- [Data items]

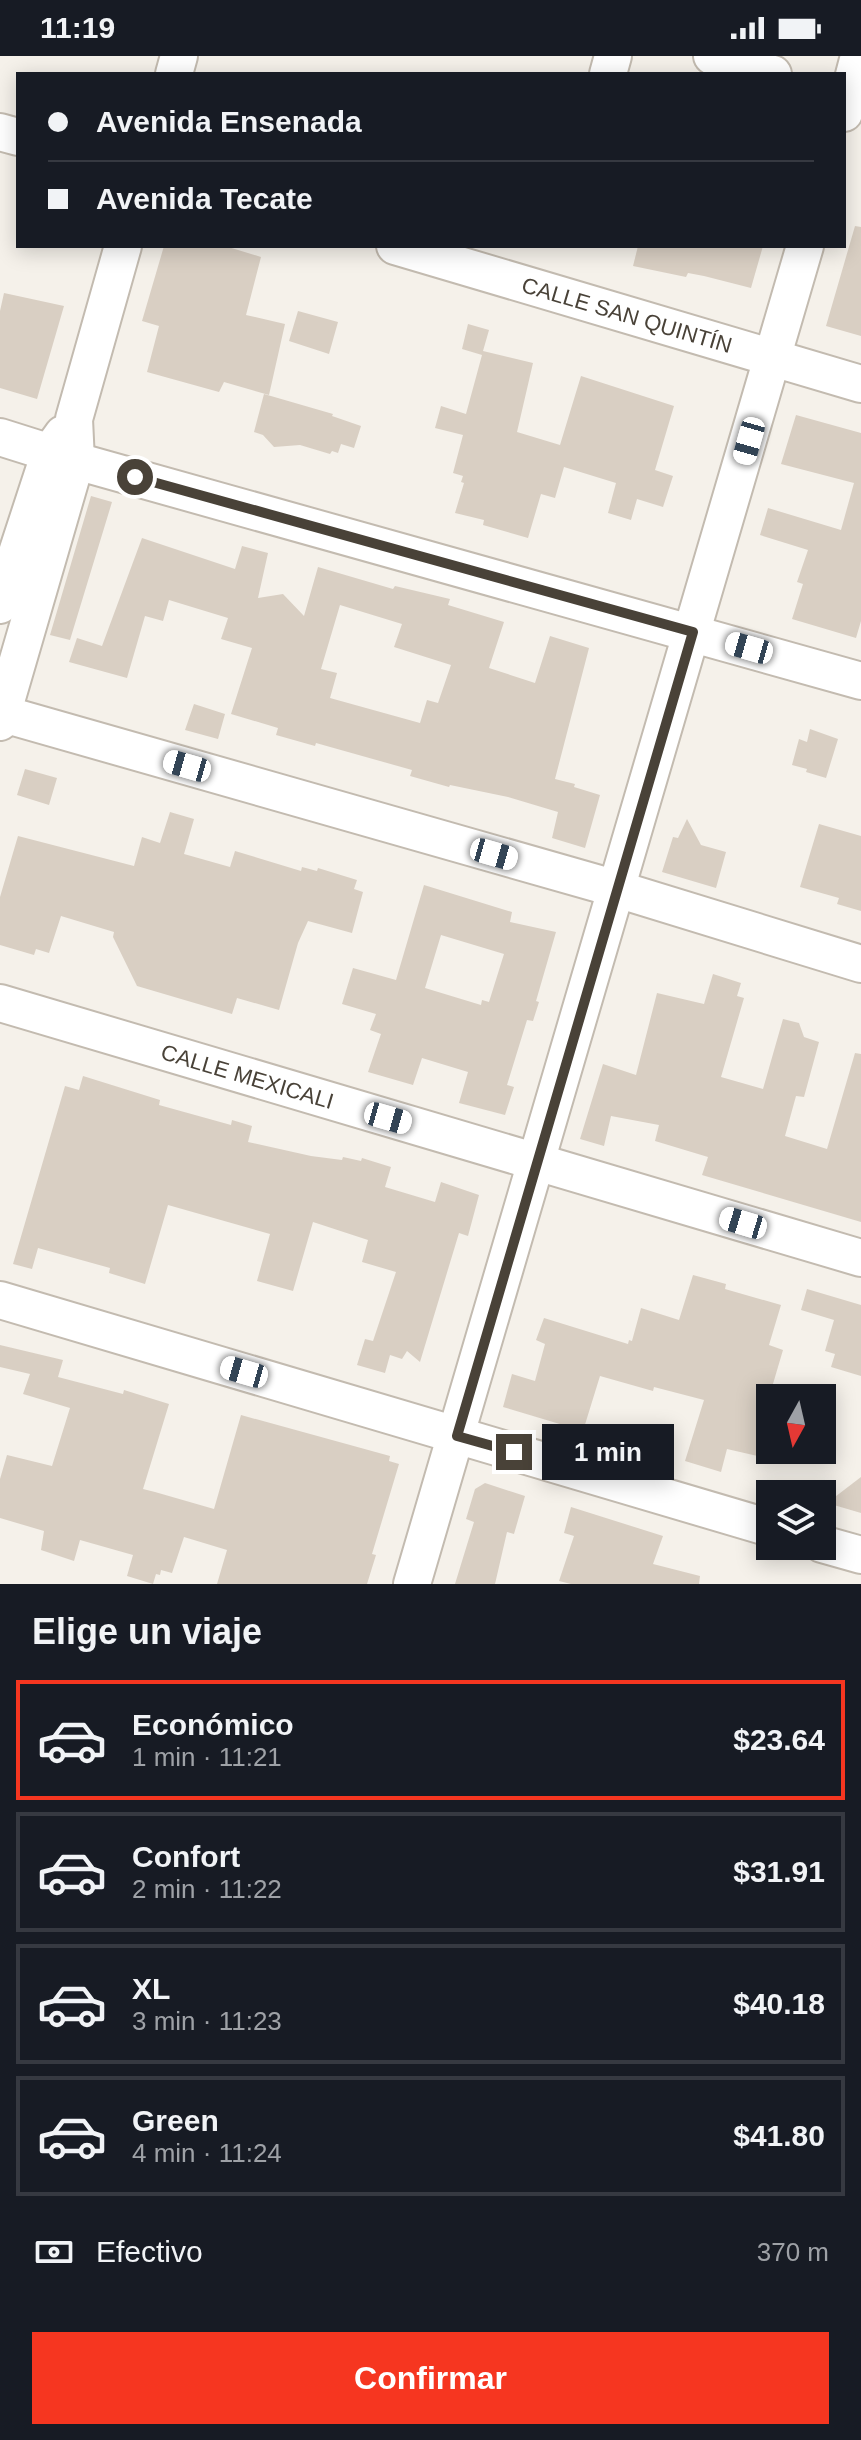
<!DOCTYPE html>
<html lang="es">
<head>
<meta charset="utf-8">
<style>
  body { margin:0; font-family:Helvetica,sans-serif; background:#242831; color:#f1f3f6; height:100vh; display:flex; flex-direction:column; font-size:30px; white-space:nowrap }
  * { box-sizing:border-box; margin:0 }
  p { font-size:26px; color:#9ea1a6 }
  .icon { flex:none; width:44px; height:44px; fill:none; stroke:currentColor; stroke-width:2; stroke-linecap:round; stroke-linejoin:round }
  .map { position:relative; height:1528px; overflow:hidden }
  .drawer { display:flex; flex-direction:column; background:#171b24; flex:1 }
  .drawer>* { flex:none }
  .banner { position:absolute; left:16px; top:16px; width:830px; height:176px; border-radius:0px; box-shadow:0 4px 20px #0003; display:grid; align-content:center; height:176px; padding:0 32px; background:#171b24 }
  .needle { width:52px; rotate:188deg }
  .buttons { position:absolute; left:756px; top:1328px; display:grid; gap:16px }
  .buttons a { display:grid; place-items:center; width:80px; height:80px; border-radius:0px; background:#171b24; box-shadow:0 4px 20px #0003; font-size:40px }
  .end { position:absolute; width:36px; height:36px; margin:-18px; border:10px solid #494238; background:#fff; box-shadow:0 0 0 4px #fff }
  .from { border-radius:50% }
  .bubble { position:absolute; height:56px; border-radius:0px; background:#171b24; box-shadow:0 4px 20px #0003; font-size:26px; font-weight:600; line-height:56px; text-align:center }
  .car { position:absolute; width:24px; height:48px; margin:-24px -12px; border-radius:10px; box-shadow:0 0 6px 2px #0007; background:linear-gradient(#fff 24%,#345 0 40%,#fff 0 76%,#345 0 86%,#fff 0) }
  .banner b { display:flex; align-items:center; gap:28px; height:76px; font-size:30px }
  .banner b+b { border-top:2px solid #363941 }
  .banner i { width:20px; height:20px; background:#f1f3f6 }
  ul { padding:0; list-style:none }
  li { display:flex; align-items:center; gap:24px; height:120px; margin:0 16px 12px; padding:0 16px; border:4px solid #363941; border-radius:0px }
  li div { flex:1 }
  li b { display:block; font-size:30px }
  li em { font-style:normal; font-weight:600 }
  li.selected { border-color:#f63620 }
  li>.icon { width:72px; height:72px; stroke-width:1.5 }
  h2 { padding:0 32px; font-size:36px; line-height:96px }
  .pay { display:flex; align-items:center; gap:20px; height:88px; padding:0 32px; font-size:30px }
  .pay p { margin-inline-start:auto }
  .action { display:flex; gap:16px; margin-top:auto; padding:16px 32px }
  .action a { flex:1; height:92px; border-radius:0px; background:#f63620; color:#fff; font-size:32px; font-weight:600; line-height:92px; text-align:center }
  .status { display:flex; justify-content:space-between; align-items:center; height:56px; padding:0 40px; background:#171b24; direction:ltr }
  .status svg { height:22px; fill:currentColor }
  .map>svg:first-child { display:block }
  .building { fill:#d9cfc3; fill-rule:evenodd }
  .lines { fill:none; stroke-linecap:round; stroke-linejoin:round }
  .minor-casing { stroke:#c3bbb0; stroke-width:40 }
  .minor { stroke:#fff; stroke-width:36 }
  .route { stroke:#494238; stroke-width:10 }
  .labels { text-anchor:middle; stroke-width:8; stroke-linejoin:round; paint-order:stroke }
  .street-label { font-size:22px; fill:#494238; stroke:#fff }
</style>
</head>
<body>
<div class="status"><b>11:19</b><svg viewBox="0 0 49 12"><path d="M0 12V9h3v3zM5 12V6h3v6zM10 12V3h3v9zM15 12V0h3v12zM26 1h20v11H26zM47 4h2v5h-2z"/></svg></div>
<div class="map">
<svg width="861" height="1528" viewBox="0 0 861 1528">
  <rect width="100%" height="100%" fill="#f5f1ea"/>
  <path class="building" d="M855,170L861,171V280L826,270Z
    M164,190H225L261,201L246,259L285,268L269,339L224,326L219,336L147,316L159,270L142,265Z
    M638,190H763L751,232L704,220L688,217L686,221L633,210Z
    M4,237L64,250L37,343L0,332V255Z
    M298,255L338,266L329,298L289,285Z
    M468,268L489,274L483,295L533,307L517,376L560,389L581,320L674,350L655,414L673,420L663,451L637,443L631,464L608,457L616,427L564,411L555,442L541,438L528,482L483,469L484,464L455,457L464,427L461,426L463,420L453,417L463,379L435,372L441,350L466,358L482,299L462,293Z
    M264,338L333,358L332,360L361,370L354,392L341,388L338,397L332,395L330,398L300,389L274,391L263,379L254,376Z
    M796,359L861,377V565L856,582L792,563L803,528L797,526L808,494L760,479L768,452L841,474L854,427L781,408Z
    M91,440L112,446L70,584L50,579Z
    M142,482L235,513L242,490L268,497L258,542L283,538L304,560L318,511L393,533L395,530L450,543L448,549L504,566L489,612L535,627L550,580L589,592L555,723L575,728L574,731L600,739L585,792L552,782L558,756L508,741L450,729L449,731L410,720L412,714L316,687L315,690L276,679L278,672L231,658L252,592L221,583L228,562L169,544L163,565L145,560L127,622L69,606L77,582L102,590ZM340,549L402,568L394,591L451,609L438,647L427,644L420,667L330,642L337,617L321,613Z
    M194,648L225,658L218,683L185,674Z
    M810,673L838,683L826,722L806,716L807,713L792,709L799,683L807,686Z
    M25,713L57,722L49,749L17,739Z
    M170,756L194,763L184,798L230,811L235,795L301,815L302,811L317,815L318,812L357,824L354,833L363,836L352,877L308,865L298,887L279,954L237,942L232,958L137,930L113,881L114,876L61,860L49,897L36,893L34,899L0,889V841L18,780L134,810L142,781L160,787Z
    M687,763L701,789L726,796L716,832L662,816L673,781L678,782Z
    M819,768L861,780V855L837,848L839,842L800,831Z
    M424,829L512,856L510,866L556,876L536,945L539,946L533,965L527,964L507,1029L514,1031L505,1059L459,1047L468,1016L422,1002L413,1029L368,1016L381,978L370,974L376,958L342,948L353,912L396,924ZM441,879L504,898L489,946L482,944L481,949L425,932Z
    M713,918L741,927L737,940L744,942L721,1021L763,1033L783,963L799,967L804,981L819,986L804,1041L796,1040L785,1080L827,1093L855,997L861,998V1166L702,1119L708,1101L655,1085L659,1069L611,1060L604,1090L580,1083L603,1008L636,1019L657,937L704,948Z
    M83,1020L160,1044L159,1049L231,1069L232,1064L252,1070L248,1086L311,1100L342,1104L343,1101L361,1105L362,1102L391,1111L385,1131L435,1146L441,1126L479,1139L468,1180L459,1177L420,1306L407,1295L402,1303L390,1299L385,1317L357,1309L365,1283L373,1285L396,1216L362,1206L368,1184L313,1166L293,1235L257,1225L270,1178L168,1149L145,1228L109,1217L110,1212L38,1192L32,1213L13,1208L65,1030L79,1034Z
    M693,1219L726,1228L725,1233L781,1249L769,1289L783,1294L770,1338V1403L727,1393L721,1416L685,1405L704,1344L654,1331L653,1335L600,1320L583,1375L503,1351L512,1318L535,1325L545,1288L536,1284L544,1262L628,1288L629,1284L632,1285L641,1252L679,1264Z
    M807,1233L861,1249V1320L831,1311L835,1298L825,1295L834,1264L801,1254Z
    M0,1289L63,1304L58,1321L123,1338L124,1334L169,1348L143,1433L155,1436L214,1453L241,1359L390,1400L389,1405L399,1408L372,1498L376,1499L367,1528H217L227,1494L184,1481L172,1517L161,1514L160,1519L156,1518L153,1528L127,1520L133,1499L80,1484L74,1505L41,1494L44,1475L0,1462V1423L7,1399L52,1410L70,1352L23,1338L30,1318L0,1311Z
    M861,1421V1457L827,1447Z
    M485,1427L525,1440L514,1478L507,1476L495,1528H455L474,1466L466,1463L475,1433Z
    M571,1451L663,1480L653,1508L700,1520L699,1528H571L559,1525L574,1480L564,1477Z"/>
  <g class="lines">
    <g class="minor-casing">
      <g id="minor">
        <path d="M712,0L773,18"/>
        <path d="M174,18L179,0"/>
        <path d="M608,18L613,0"/>
        <path d="M844,57L859,0"/>
        <path d="M0,76L18,81"/>
        <path id="s1" d="M395,190L861,328"/>
        <path d="M0,381L76,405L861,625"/>
        <path d="M0,549L50,396L63,378"/>
        <path d="M0,657L617,833L861,908"/>
        <path d="M0,666L76,405L74,363L123,190"/>
        <path id="s2" d="M0,947L861,1202"/>
        <path d="M0,1244L770,1472"/>
        <path d="M822,1488L861,1499"/>
        <path d="M412,1528L805,190"/>
      </g>
    </g>
    <use href="#minor" class="minor"/>
  </g>
  <g class="lines">
    <path class="route" d="M135,421L693,576L457,1380L514,1396"/>
  </g>
  <g class="labels">
    <g class="street-label">
      <text dy="8" stroke="none"><textPath href="#s1" startOffset="242">CALLE SAN QUINTÍN</textPath></text>
      <text dy="8" stroke="none"><textPath href="#s2" startOffset="258">CALLE MEXICALI</textPath></text>
    </g>
  </g>
</svg>
<div class="buttons">
<a><svg class="needle" viewBox="-14 -14 28 28"><path d="M0-13l5 13h-10z" fill="#e53935"/><path d="M0 13l5-13h-10z" fill="#9ea1a6"/></svg></a>
<a><svg class="icon" aria-label="layers" viewBox="0 0 24 24"><path d="M12 4l9 5-9 5-9-5zM3 14l9 5 9-5"/></svg></a>
</div>
<i class="end from" style="left:135px;top:421px"></i>
<i class="end" style="left:514px;top:1396px"></i>
<div class="bubble" style="left:542px;top:1368px;width:132px">1 min</div>
<i class="car" style="left:749px;top:385px;rotate:196deg"></i>
<i class="car" style="left:749px;top:592px;rotate:286deg"></i>
<i class="car" style="left:187px;top:710px;rotate:286deg"></i>
<i class="car" style="left:494px;top:798px;rotate:106deg"></i>
<i class="car" style="left:388px;top:1062px;rotate:106deg"></i>
<i class="car" style="left:743px;top:1167px;rotate:287deg"></i>
<i class="car" style="left:244px;top:1316px;rotate:286deg"></i>
<div class="banner">
<b><i class="from"></i>Avenida Ensenada</b>
<b><i></i>Avenida Tecate</b>
</div>
</div>
<section class="drawer">
<h2>Elige un viaje</h2>
<ul>
<li class="selected"><svg class="icon" aria-label="car" viewBox="0 0 24 24"><path d="M5 17H2v-5l4-1 3-4h7l3 4 3 1v5h-3M9 17h6M6 11h13"/><circle cx="7" cy="17" r="2"/><circle cx="17" cy="17" r="2"/></svg><div><b>Económico</b><p>1 min · 11:21</p></div><em>$23.64</em></li>
<li><svg class="icon" aria-label="car" viewBox="0 0 24 24"><path d="M5 17H2v-5l4-1 3-4h7l3 4 3 1v5h-3M9 17h6M6 11h13"/><circle cx="7" cy="17" r="2"/><circle cx="17" cy="17" r="2"/></svg><div><b>Confort</b><p>2 min · 11:22</p></div><em>$31.91</em></li>
<li><svg class="icon" aria-label="car" viewBox="0 0 24 24"><path d="M5 17H2v-5l4-1 3-4h7l3 4 3 1v5h-3M9 17h6M6 11h13"/><circle cx="7" cy="17" r="2"/><circle cx="17" cy="17" r="2"/></svg><div><b>XL</b><p>3 min · 11:23</p></div><em>$40.18</em></li>
<li><svg class="icon" aria-label="car" viewBox="0 0 24 24"><path d="M5 17H2v-5l4-1 3-4h7l3 4 3 1v5h-3M9 17h6M6 11h13"/><circle cx="7" cy="17" r="2"/><circle cx="17" cy="17" r="2"/></svg><div><b>Green</b><p>4 min · 11:24</p></div><em>$41.80</em></li>
</ul>
<div class="pay"><svg class="icon" aria-label="cash" viewBox="0 0 24 24"><path d="M3 7h18v10H3z"/><circle cx="12" cy="12" r="2"/></svg>Efectivo<p>370 m</p></div>
<div class="action"><a>Confirmar</a></div>
</section>
</body>
</html>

- [Problem to solve] In the records above, find each line holding "building" and copy it.

- [Expected answer]
  .building { fill:#d9cfc3; fill-rule:evenodd }
  <path class="building" d="M855,170L861,171V280L826,270Z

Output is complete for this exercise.